What does file search automate for RAG pipelines?

File search is presented as a hosted RAG system. Developers upload files to a vector store, and the system handles preprocessing such as chunking and embedding. It also optimizes retrieval and reranking so the model gets the most relevant context at the right time, without building and tuning a full retrieval pipeline. In the demo, uploaded PDFs were searched with citations to the exact files used.

What does MCP add beyond built-in tools like web search and file search?

MCP (Model Context Protocol) is described as a way to connect models to remote MCP servers that expose “hundreds and hundreds” of tools. Instead of only using OpenAI-hosted tools, the model can access provider-specific capabilities exposed by an MCP server. In the Shopify example, the model connects to a specific store, fetches the tools that Shopify exposes (e.g., search, catalog, get cart, update card), and then uses them to retrieve product information.

Why combine web search with code interpreter?

Web search can fetch current or historical data, while code interpreter can compute and visualize it deterministically by running Python. The demo shows web search retrieving weather information and code interpreter generating a comparison chart using historical data. The session also notes a practical prompt tactic: instruct the model to search once to avoid web-search “spiraling” when tool chaining is involved.

How does the dashboard app turn tool results into visual components?
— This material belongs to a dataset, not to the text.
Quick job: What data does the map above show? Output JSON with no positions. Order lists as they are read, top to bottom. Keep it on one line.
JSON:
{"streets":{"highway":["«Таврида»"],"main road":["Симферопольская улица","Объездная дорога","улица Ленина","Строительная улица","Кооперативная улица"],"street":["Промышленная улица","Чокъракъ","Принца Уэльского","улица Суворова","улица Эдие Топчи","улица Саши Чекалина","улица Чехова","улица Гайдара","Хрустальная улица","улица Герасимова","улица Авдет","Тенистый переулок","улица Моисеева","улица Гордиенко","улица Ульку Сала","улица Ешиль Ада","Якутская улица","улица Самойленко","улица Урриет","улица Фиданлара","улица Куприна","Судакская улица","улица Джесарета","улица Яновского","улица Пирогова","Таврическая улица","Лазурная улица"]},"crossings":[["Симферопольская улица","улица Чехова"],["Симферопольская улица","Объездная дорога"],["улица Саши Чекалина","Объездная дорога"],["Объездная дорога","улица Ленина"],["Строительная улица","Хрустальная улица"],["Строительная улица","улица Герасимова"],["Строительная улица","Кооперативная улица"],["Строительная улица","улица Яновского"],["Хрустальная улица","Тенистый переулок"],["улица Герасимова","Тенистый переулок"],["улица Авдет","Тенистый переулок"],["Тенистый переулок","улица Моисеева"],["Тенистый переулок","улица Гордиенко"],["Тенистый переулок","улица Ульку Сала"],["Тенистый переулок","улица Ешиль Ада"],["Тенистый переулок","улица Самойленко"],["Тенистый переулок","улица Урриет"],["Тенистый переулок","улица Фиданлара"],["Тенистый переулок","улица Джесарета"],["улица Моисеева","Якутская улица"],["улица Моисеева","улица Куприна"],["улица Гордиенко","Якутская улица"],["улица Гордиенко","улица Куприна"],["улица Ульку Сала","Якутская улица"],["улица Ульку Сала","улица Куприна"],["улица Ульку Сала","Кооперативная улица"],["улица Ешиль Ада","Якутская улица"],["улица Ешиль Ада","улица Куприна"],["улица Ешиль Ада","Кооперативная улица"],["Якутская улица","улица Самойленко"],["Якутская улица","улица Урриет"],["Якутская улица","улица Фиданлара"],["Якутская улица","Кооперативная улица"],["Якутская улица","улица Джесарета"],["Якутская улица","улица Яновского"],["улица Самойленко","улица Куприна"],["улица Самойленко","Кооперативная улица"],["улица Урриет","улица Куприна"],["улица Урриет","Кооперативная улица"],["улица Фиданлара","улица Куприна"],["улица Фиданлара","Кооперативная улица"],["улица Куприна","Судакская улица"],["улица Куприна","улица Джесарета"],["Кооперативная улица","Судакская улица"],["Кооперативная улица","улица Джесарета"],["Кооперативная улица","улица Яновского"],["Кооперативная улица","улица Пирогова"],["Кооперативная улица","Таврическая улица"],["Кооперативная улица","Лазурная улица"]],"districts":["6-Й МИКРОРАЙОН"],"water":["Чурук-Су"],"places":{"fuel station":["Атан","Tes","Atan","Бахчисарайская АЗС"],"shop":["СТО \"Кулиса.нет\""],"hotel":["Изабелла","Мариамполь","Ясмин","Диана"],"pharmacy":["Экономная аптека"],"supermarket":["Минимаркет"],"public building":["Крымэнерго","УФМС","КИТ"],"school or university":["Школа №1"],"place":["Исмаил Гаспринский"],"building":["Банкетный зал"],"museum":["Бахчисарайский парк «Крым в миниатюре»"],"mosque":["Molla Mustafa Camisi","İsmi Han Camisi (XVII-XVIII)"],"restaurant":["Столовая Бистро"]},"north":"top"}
The app uses a custom function called “generate component” with structured outputs to define a schema for UI elements (cards, charts, tables). When the model decides it has displayable results, it calls this function with parameters like titles/values/descriptions for cards, chart data for charts, or row data for tables. The frontend then updates a store so the dashboard renders the new components.

Review Questions

  1. What are the three steps required for traditional function calling, and which step is handled automatically by built-in tools?
  2. In what situations should a prompt instruct the model to “search once,” and why does that matter when chaining tools?
  3. How do file search and code interpreter each reduce different types of engineering work (retrieval vs computation) in a RAG-and-analytics workflow?

Key Points

  1. 1

    Built-in tools run on OpenAI infrastructure, so developers typically don’t need to execute tool calls in their own code or manually feed results back into the model’s context.

  2. 2

    Web search addresses LLM knowledge cutoffs by enabling real-time access to public information through OpenAI’s indexing services.

  3. 3

    File search provides hosted RAG by automating chunking, embedding, retrieval, and reranking over uploaded files, reducing the need to build a custom retrieval pipeline.

  4. 4

    MCP connects models to remote tool servers, letting apps access provider-specific capabilities (e.g., Shopify store actions) through a standardized protocol.

  5. 5

    Code interpreter executes Python deterministically for data analysis and chart generation, and it can operate on files available in its tool environment.

  6. 6

    Tool chaining is supported: combining web search with code interpreter enables multi-step workflows like fetching data and then computing comparisons and visualizations.

  7. 7

    When building UIs, structured outputs can bridge tool results to dashboard components (cards, tables, charts) via a custom “generate component” function.

Highlights

Built-in tools eliminate the “execute the function in your code” step from function calling by running tools automatically and injecting results into the conversation context.
File search handles the hard parts of RAG—chunking, embedding, retrieval, and reranking—so developers can upload files and ask questions with citations.
MCP turns a model into a connector for external ecosystems like Shopify by exposing the remote server’s available tools to the model.
Code interpreter provides deterministic computation by running Python on OpenAI infrastructure, enabling reliable charts and analysis.
The dashboard demo shows a practical pattern: hosted tools fetch/compute data, while structured outputs drive UI rendering.